Denied requests return a JSON-RPC error response with a clear message explaining
what was denied and why.
The tool receives the error and can surface it to the user via its result
content.

For requests that are not covered by the sandbox config (neither explicitly
allowed nor denied), the host triggers an inquiry prompt to the user, following
the inquiry model from [RFD 075].
The tool's request blocks until the user responds.
If the user approves, the request proceeds.
If denied, the tool receives an error response.

### Deadlock prevention

The bidirectional stdin/stdout protocol has an inherent deadlock risk: the tool
blocks writing a request to stdout while JP blocks writing a response to stdin,
and neither side makes progress because OS pipe buffers are full.

Mitigations:

1. **Async I/O on the host side.** JP reads from the tool's stdout and writes to
   stdin on separate async tasks.
   The read and write sides never block each other.

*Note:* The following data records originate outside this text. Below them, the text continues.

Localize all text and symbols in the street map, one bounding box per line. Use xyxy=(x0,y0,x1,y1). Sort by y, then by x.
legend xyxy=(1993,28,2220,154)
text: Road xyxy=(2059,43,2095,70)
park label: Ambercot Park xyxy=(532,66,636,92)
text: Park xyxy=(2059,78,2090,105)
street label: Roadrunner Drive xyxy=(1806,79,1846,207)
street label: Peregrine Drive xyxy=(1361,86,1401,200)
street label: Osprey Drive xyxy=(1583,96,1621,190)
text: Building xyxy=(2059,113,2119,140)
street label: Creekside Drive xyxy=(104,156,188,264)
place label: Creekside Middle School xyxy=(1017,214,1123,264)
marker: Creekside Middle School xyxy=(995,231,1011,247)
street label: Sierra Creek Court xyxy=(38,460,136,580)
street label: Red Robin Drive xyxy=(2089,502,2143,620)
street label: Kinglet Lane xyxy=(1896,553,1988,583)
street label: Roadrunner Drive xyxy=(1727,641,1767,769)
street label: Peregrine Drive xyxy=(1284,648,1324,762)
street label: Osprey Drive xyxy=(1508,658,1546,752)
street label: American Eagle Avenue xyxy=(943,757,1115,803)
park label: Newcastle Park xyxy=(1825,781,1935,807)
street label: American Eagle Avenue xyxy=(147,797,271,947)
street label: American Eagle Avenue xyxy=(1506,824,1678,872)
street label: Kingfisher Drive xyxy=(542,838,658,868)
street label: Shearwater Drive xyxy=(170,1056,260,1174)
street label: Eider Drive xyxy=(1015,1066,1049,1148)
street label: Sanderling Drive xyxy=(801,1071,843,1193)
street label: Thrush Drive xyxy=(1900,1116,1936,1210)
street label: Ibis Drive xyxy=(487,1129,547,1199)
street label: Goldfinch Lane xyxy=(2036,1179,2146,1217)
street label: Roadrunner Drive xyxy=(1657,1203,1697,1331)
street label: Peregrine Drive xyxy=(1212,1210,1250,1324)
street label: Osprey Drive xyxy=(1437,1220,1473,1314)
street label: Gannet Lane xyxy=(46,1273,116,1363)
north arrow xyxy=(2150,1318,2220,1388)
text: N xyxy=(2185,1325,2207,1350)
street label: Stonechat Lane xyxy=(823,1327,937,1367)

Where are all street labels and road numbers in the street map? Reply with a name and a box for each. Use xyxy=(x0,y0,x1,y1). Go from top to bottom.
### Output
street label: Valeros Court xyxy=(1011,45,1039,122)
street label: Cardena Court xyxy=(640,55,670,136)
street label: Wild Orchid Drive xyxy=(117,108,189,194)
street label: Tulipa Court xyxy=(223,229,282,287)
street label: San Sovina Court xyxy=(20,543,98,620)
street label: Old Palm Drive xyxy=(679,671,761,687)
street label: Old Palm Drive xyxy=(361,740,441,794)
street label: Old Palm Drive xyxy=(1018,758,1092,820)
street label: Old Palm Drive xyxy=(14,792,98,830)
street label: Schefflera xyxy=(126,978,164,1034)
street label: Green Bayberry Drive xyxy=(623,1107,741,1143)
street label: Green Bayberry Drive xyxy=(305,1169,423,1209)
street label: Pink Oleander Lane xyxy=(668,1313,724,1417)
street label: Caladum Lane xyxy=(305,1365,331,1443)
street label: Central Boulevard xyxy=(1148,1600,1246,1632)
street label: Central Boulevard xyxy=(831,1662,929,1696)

2. **Reasonable message sizes.** File content is the largest payload.
   For files larger than a configurable threshold (default: 10 MB), the host
   returns an error rather than attempting to serialize the entire file into a
   JSON message.
   Tools that need large files should process them in chunks or use
   `process.run` with a streaming command.

3. **Request timeout.** If the tool does not write a request or final result
   within a configurable timeout (default: 60 seconds), JP assumes the tool is
   hung and kills it.
   This catches infinite loops and unexpected blocking.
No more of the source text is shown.